Wanneer de lidstaten deze bepalingen aannemen wordt in die bepalingen naar de onderhavige richtlijn verwezen of wordt hiernaar verwezen bij de officiële bekendmaking van die bepalingen. De regels voor deze verwijzing worden vastgesteld door de lidstaten.

2.   De lidstaten delen de Commissie de tekst van de belangrijkste bepalingen van intern recht mee die zij op het onder deze richtlijn vallende gebied vaststellen.

Artikel 3

Inwerkingtreding

Deze richtlijn treedt in werking op de twintigste dag volgende op die van haar bekendmaking in het Publicatieblad van de Europese Unie.

Artikel 4

Adressaten

Deze richtlijn is gericht tot de lidstaten.
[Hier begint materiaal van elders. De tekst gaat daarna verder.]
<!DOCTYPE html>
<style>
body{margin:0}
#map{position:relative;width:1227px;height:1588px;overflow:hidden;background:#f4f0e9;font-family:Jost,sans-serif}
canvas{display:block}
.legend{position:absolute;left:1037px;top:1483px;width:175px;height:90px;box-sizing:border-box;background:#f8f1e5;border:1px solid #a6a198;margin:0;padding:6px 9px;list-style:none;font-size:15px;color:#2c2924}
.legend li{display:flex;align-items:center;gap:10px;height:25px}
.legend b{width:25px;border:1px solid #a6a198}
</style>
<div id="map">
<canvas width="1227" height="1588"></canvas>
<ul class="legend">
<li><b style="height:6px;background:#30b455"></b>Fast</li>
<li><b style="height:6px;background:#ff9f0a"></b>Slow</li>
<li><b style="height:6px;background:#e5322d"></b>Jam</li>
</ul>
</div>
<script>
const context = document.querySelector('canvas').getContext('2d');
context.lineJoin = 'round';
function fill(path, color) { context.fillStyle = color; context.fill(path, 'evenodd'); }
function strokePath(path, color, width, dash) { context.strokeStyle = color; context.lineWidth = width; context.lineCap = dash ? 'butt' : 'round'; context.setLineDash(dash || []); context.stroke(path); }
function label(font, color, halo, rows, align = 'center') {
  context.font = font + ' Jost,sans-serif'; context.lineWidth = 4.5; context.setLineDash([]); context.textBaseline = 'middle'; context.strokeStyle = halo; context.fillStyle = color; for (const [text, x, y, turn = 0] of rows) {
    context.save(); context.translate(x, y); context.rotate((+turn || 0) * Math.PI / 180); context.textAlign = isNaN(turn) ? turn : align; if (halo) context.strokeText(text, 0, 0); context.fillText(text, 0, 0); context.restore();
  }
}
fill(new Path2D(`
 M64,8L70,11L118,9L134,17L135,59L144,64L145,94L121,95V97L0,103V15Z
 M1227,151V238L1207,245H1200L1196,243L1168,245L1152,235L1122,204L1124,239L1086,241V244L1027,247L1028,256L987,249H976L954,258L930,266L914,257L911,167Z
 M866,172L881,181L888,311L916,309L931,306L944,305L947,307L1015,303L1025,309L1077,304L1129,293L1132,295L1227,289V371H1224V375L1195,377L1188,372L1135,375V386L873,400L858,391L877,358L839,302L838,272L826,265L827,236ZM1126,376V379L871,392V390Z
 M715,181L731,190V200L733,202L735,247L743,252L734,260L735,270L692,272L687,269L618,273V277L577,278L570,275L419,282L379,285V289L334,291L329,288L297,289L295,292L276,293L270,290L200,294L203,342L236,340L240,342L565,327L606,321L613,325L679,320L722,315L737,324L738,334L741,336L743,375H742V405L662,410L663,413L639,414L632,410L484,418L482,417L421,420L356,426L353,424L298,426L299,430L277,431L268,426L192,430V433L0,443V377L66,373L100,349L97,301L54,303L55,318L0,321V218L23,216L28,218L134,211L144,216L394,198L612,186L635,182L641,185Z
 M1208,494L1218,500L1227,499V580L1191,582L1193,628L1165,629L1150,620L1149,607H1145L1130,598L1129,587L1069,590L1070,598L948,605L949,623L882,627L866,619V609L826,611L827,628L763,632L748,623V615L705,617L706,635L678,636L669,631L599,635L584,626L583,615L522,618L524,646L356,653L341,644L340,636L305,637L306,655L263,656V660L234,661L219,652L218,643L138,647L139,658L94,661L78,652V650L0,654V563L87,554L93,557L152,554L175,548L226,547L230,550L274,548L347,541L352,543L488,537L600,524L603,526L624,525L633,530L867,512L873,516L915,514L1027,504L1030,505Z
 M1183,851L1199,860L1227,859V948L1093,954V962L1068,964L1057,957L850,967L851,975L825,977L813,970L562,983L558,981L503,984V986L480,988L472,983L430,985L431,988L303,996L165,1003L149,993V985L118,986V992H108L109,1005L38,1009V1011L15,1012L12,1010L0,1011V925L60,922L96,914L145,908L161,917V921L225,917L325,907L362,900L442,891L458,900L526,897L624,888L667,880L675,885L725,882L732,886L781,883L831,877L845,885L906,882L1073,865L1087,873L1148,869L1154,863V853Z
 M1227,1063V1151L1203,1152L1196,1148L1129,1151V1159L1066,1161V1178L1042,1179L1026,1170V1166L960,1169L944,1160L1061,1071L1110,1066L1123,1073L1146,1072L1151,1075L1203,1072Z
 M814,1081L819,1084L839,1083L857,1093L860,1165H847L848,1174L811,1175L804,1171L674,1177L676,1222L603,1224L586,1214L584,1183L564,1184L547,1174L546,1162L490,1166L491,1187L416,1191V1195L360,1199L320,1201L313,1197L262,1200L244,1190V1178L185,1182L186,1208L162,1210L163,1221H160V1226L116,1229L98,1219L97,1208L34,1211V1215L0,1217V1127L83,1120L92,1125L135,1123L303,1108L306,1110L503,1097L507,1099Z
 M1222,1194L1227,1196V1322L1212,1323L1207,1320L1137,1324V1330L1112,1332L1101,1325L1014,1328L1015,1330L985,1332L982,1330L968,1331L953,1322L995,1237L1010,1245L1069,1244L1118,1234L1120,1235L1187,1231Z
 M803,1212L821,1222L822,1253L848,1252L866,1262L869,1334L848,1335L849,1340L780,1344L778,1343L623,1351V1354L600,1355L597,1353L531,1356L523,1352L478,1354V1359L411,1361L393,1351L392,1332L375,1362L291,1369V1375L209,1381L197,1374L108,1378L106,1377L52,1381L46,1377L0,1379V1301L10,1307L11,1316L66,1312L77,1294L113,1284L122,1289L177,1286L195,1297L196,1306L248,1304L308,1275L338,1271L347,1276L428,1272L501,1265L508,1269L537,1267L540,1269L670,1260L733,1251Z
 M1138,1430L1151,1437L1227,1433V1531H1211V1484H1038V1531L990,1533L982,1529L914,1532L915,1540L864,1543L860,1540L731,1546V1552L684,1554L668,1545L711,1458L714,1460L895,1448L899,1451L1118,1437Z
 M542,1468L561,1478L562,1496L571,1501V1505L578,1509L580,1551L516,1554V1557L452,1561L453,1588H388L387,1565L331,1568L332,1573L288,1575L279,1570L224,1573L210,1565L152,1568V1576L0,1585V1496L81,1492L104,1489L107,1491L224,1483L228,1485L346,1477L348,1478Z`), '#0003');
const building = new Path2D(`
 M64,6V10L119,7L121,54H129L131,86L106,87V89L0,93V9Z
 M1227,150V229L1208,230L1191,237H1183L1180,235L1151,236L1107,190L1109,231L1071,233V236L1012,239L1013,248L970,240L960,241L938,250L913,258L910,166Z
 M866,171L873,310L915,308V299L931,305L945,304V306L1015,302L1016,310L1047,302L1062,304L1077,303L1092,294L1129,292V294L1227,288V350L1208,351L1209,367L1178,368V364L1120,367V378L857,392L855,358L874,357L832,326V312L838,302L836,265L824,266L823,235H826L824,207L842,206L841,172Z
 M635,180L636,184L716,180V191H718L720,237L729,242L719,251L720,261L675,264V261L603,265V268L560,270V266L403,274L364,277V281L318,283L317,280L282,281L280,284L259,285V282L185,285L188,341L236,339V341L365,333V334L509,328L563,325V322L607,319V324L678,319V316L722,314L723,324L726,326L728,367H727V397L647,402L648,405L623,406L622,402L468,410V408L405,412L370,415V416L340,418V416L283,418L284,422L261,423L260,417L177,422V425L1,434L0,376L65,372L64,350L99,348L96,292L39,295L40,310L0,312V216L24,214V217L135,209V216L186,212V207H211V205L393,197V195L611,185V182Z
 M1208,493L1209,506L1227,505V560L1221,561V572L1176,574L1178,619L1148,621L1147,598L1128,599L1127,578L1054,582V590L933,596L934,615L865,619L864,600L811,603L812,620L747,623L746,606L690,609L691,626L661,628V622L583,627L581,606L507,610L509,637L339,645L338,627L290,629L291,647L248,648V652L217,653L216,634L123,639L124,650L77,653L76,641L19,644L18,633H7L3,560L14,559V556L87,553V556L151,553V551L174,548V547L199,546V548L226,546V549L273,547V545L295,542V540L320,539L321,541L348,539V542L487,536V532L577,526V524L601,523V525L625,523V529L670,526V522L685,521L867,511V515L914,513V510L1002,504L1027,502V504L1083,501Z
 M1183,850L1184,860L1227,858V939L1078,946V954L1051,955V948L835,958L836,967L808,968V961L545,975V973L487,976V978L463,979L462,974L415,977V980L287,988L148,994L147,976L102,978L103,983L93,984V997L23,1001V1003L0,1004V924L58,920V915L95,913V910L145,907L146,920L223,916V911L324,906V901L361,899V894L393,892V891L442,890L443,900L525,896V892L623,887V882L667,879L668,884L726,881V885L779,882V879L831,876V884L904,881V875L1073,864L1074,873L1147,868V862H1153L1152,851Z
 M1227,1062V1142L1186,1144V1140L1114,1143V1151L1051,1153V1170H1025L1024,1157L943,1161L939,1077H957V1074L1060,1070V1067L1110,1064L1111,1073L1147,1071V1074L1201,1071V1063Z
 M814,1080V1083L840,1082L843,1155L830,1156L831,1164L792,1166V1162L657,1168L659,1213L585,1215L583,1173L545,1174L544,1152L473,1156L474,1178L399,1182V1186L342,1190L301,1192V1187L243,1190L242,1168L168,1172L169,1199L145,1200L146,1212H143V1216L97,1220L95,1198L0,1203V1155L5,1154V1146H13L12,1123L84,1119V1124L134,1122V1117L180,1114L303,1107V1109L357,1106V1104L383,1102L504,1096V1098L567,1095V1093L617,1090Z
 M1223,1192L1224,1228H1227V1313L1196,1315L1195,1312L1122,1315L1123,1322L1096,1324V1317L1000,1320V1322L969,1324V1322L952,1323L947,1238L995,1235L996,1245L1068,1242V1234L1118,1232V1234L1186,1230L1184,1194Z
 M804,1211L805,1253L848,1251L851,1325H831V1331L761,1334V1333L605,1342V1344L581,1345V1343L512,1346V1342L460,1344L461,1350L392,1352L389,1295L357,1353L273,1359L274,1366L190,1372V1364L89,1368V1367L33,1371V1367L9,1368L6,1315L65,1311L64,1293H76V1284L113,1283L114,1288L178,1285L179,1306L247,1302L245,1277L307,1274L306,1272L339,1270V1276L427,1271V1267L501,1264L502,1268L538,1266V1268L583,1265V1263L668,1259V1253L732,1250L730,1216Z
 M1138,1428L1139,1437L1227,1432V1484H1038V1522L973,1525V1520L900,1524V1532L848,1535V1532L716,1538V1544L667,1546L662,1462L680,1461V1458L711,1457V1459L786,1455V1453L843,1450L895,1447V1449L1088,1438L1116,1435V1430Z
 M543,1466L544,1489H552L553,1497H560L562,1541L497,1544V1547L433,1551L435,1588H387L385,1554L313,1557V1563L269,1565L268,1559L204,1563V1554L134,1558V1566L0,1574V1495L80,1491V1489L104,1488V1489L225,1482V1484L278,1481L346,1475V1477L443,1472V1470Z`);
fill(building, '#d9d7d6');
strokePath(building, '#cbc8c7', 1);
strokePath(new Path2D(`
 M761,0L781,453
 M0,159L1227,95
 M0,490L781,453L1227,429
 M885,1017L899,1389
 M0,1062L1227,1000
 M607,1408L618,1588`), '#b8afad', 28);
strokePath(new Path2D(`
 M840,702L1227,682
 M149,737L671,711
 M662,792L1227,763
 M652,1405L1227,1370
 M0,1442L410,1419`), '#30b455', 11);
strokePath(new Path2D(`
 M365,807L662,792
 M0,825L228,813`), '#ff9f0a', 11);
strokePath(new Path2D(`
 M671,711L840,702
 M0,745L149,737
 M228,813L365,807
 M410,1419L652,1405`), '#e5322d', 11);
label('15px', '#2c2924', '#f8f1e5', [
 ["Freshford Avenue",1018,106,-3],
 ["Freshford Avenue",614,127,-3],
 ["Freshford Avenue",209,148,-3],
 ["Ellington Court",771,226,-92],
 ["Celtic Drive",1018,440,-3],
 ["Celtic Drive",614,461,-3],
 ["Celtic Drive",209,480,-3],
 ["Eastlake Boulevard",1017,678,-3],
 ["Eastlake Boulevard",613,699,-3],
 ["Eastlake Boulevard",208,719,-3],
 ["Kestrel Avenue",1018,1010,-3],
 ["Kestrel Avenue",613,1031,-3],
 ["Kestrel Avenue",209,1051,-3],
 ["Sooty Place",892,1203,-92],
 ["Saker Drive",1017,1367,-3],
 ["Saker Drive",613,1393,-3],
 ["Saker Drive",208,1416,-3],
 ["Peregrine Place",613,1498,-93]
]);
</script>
Gedaan te Straatsburg, 16 september 2009.

Voor het Europees Parlement

De voorzitter

J. BUZEK

Voor de Raad

De voorzitster

C. MALMSTRÖM


(1)  PB C 182 van 4.8.2009, blz. 75.

(2)  Advies van het Europees Parlement van 24 maart 2009 (nog niet bekendgemaakt in het Publicatieblad) en besluit van de Raad van 27 juli 2009.

(3)  PB L 123 van 24.4.1998, blz. 1.

(4)  PB L 184 van 17.7.1999, blz. 23.

(5)  PB C 321 van 31.12.2003, blz. 1.